Records from a data collection:
━━━━━━━━━━

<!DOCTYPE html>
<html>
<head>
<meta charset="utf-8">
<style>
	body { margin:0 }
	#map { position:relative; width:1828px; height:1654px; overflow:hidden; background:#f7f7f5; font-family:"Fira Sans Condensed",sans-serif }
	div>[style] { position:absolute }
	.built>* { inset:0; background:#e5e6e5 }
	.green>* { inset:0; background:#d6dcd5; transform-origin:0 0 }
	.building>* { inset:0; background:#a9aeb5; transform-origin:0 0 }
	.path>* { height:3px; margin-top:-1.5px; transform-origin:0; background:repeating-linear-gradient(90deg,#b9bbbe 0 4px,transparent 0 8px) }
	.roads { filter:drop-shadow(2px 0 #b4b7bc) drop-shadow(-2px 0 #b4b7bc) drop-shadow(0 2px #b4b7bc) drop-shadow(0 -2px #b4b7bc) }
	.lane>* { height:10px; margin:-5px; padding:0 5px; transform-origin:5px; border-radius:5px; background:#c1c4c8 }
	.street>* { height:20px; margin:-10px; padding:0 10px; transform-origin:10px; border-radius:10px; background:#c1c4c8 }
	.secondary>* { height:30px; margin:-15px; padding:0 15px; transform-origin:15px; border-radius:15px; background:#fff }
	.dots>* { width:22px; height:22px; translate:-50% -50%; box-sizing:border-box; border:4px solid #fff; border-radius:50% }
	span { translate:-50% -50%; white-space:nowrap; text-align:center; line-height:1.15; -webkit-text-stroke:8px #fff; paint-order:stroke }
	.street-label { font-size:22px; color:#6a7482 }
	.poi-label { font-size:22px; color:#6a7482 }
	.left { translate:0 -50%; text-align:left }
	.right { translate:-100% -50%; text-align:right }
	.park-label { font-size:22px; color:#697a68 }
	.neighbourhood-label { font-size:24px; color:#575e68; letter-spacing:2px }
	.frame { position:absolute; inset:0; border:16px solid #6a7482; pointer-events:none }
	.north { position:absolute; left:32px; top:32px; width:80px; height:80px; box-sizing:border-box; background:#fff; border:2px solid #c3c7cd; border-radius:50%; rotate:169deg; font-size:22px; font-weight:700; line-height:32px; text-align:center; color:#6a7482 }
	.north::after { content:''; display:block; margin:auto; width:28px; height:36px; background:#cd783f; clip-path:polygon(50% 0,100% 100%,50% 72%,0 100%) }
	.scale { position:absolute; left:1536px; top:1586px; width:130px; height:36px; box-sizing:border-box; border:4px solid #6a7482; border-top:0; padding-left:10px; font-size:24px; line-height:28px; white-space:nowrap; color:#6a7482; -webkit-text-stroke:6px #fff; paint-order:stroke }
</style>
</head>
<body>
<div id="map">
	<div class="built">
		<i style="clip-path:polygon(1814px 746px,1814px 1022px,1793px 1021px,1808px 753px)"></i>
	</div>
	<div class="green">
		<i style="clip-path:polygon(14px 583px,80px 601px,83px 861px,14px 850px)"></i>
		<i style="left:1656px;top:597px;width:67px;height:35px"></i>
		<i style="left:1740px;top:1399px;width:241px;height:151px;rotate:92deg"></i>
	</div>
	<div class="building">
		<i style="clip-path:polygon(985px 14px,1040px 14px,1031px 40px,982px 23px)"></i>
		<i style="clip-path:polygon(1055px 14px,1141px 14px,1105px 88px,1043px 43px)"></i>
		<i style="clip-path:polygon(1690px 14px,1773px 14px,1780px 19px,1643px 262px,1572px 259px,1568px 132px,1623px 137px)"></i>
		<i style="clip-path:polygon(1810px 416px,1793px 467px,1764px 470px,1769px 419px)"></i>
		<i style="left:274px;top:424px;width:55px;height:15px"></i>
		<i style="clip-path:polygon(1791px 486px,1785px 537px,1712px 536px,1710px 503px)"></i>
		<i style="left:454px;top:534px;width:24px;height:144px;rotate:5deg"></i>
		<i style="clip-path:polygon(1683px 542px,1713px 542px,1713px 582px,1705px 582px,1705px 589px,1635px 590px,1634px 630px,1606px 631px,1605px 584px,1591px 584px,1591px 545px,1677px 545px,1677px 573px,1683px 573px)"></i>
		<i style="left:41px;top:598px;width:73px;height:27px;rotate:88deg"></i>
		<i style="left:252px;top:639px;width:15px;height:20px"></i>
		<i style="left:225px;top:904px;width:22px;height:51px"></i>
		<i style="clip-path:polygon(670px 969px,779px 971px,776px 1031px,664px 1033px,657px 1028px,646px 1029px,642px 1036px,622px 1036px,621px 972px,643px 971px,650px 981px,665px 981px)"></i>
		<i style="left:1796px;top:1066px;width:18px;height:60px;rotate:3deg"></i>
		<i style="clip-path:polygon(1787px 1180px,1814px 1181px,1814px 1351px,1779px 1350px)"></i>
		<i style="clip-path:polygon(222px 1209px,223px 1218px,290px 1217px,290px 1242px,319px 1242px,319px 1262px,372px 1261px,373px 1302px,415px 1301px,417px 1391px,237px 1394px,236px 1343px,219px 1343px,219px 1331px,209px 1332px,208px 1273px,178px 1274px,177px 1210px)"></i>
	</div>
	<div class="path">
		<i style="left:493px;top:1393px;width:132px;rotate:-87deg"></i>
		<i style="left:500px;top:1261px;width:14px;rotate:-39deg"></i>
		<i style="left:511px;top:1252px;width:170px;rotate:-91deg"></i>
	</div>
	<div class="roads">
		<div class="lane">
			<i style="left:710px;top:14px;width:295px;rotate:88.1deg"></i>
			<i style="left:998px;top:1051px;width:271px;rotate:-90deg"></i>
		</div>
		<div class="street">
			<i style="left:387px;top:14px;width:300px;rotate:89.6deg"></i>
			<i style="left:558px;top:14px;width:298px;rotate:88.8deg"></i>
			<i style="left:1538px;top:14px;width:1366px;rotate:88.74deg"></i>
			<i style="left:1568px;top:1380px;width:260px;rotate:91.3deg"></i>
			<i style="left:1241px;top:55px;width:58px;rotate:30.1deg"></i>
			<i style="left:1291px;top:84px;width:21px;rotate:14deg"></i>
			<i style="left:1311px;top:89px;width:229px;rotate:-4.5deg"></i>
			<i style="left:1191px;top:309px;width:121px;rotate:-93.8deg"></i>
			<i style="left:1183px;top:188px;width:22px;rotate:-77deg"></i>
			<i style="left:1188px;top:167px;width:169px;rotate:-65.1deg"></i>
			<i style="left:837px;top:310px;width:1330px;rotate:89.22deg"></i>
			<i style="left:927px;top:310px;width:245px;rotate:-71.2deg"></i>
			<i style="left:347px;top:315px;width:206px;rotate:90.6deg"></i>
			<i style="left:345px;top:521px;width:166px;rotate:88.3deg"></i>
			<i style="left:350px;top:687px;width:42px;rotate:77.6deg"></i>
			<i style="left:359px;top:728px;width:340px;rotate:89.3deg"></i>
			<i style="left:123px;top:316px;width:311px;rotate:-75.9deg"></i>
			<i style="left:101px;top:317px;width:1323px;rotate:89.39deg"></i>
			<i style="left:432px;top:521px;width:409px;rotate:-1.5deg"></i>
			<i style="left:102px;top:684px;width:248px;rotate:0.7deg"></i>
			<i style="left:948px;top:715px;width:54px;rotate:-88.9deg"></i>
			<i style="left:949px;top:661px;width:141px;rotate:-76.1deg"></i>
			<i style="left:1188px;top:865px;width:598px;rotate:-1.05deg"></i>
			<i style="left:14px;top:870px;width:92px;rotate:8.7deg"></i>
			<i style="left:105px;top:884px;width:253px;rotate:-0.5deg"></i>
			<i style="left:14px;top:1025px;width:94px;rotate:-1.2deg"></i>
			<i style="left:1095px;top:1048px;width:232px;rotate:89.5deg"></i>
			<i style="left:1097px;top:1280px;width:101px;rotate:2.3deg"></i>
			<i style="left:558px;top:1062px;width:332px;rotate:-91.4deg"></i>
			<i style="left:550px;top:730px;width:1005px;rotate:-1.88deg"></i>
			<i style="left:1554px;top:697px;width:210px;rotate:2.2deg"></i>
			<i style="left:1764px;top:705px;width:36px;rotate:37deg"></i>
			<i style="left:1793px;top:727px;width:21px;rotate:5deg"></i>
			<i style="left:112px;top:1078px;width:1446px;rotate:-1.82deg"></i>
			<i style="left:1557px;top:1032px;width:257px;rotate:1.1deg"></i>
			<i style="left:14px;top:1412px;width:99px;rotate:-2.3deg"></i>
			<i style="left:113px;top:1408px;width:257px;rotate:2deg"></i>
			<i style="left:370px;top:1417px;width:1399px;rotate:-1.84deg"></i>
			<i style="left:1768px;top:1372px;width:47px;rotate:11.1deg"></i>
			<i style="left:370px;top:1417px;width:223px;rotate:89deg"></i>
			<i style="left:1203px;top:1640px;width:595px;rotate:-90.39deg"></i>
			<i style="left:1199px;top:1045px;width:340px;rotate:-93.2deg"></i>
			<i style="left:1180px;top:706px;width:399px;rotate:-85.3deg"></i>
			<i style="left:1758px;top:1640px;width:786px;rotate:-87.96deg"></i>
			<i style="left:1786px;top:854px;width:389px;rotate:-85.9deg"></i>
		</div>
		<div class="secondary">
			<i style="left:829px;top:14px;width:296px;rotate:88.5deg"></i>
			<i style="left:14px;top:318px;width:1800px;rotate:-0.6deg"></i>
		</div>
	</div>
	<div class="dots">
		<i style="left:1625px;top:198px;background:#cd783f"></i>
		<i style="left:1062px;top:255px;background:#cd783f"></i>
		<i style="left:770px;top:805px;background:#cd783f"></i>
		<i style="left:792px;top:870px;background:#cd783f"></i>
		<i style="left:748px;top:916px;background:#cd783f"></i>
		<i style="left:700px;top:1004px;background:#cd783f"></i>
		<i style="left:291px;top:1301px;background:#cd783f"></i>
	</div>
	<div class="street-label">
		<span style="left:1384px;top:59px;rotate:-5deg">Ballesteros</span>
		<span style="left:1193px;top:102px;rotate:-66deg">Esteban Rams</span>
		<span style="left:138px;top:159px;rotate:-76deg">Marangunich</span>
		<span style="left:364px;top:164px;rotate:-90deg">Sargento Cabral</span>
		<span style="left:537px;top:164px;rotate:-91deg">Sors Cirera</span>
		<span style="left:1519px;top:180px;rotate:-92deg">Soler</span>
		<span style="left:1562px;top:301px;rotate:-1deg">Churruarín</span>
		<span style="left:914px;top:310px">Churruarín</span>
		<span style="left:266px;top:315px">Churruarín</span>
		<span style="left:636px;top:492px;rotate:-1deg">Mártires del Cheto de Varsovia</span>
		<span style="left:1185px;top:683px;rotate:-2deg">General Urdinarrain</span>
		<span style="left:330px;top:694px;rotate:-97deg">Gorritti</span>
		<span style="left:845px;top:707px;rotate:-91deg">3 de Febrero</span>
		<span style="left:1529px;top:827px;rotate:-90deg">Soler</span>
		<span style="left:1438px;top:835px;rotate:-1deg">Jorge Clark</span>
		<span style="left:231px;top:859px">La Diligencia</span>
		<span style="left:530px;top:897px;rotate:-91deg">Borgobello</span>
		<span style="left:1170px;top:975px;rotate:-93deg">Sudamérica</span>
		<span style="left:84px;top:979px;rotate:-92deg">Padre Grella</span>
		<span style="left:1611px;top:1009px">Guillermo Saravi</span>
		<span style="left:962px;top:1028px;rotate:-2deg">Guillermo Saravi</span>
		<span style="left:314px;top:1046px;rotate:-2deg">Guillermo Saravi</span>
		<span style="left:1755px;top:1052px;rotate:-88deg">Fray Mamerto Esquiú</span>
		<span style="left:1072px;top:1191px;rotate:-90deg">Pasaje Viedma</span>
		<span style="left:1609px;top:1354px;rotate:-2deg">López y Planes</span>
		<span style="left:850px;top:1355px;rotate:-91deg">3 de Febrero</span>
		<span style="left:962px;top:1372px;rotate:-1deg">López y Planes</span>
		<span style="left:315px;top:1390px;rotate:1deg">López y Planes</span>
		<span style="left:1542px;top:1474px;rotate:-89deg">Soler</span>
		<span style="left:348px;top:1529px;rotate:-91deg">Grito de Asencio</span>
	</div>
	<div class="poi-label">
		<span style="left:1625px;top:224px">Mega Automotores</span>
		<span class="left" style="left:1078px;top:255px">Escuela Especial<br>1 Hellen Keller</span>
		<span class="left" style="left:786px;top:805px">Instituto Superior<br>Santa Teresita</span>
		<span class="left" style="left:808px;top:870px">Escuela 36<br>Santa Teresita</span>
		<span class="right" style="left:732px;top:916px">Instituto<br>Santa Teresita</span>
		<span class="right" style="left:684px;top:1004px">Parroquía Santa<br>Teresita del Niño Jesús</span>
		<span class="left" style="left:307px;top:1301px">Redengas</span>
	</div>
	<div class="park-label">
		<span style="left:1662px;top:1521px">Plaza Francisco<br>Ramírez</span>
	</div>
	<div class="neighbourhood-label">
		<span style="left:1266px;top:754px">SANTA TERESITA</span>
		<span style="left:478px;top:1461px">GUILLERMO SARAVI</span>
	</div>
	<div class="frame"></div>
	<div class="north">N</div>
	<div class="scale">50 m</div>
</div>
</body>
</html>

━━━━━━━━━━

Goal of the exercise:
The first line of the records and every line down to the line with "position:absolute; left:32px; top:32px;" must be quoted exactly; leave out all else.

Output for this task:
<!DOCTYPE html>
<html>
<head>
<meta charset="utf-8">
<style>
	body { margin:0 }
	#map { position:relative; width:1828px; height:1654px; overflow:hidden; background:#f7f7f5; font-family:"Fira Sans Condensed",sans-serif }
	div>[style] { position:absolute }
	.built>* { inset:0; background:#e5e6e5 }
	.green>* { inset:0; background:#d6dcd5; transform-origin:0 0 }
	.building>* { inset:0; background:#a9aeb5; transform-origin:0 0 }
	.path>* { height:3px; margin-top:-1.5px; transform-origin:0; background:repeating-linear-gradient(90deg,#b9bbbe 0 4px,transparent 0 8px) }
	.roads { filter:drop-shadow(2px 0 #b4b7bc) drop-shadow(-2px 0 #b4b7bc) drop-shadow(0 2px #b4b7bc) drop-shadow(0 -2px #b4b7bc) }
	.lane>* { height:10px; margin:-5px; padding:0 5px; transform-origin:5px; border-radius:5px; background:#c1c4c8 }
	.street>* { height:20px; margin:-10px; padding:0 10px; transform-origin:10px; border-radius:10px; background:#c1c4c8 }
	.secondary>* { height:30px; margin:-15px; padding:0 15px; transform-origin:15px; border-radius:15px; background:#fff }
	.dots>* { width:22px; height:22px; translate:-50% -50%; box-sizing:border-box; border:4px solid #fff; border-radius:50% }
	span { translate:-50% -50%; white-space:nowrap; text-align:center; line-height:1.15; -webkit-text-stroke:8px #fff; paint-order:stroke }
	.street-label { font-size:22px; color:#6a7482 }
	.poi-label { font-size:22px; color:#6a7482 }
	.left { translate:0 -50%; text-align:left }
	.right { translate:-100% -50%; text-align:right }
	.park-label { font-size:22px; color:#697a68 }
	.neighbourhood-label { font-size:24px; color:#575e68; letter-spacing:2px }
	.frame { position:absolute; inset:0; border:16px solid #6a7482; pointer-events:none }
	.north { position:absolute; left:32px; top:32px; width:80px; height:80px; box-sizing:border-box; background:#fff; border:2px solid #c3c7cd; border-radius:50%; rotate:169deg; font-size:22px; font-weight:700; line-height:32px; text-align:center; color:#6a7482 }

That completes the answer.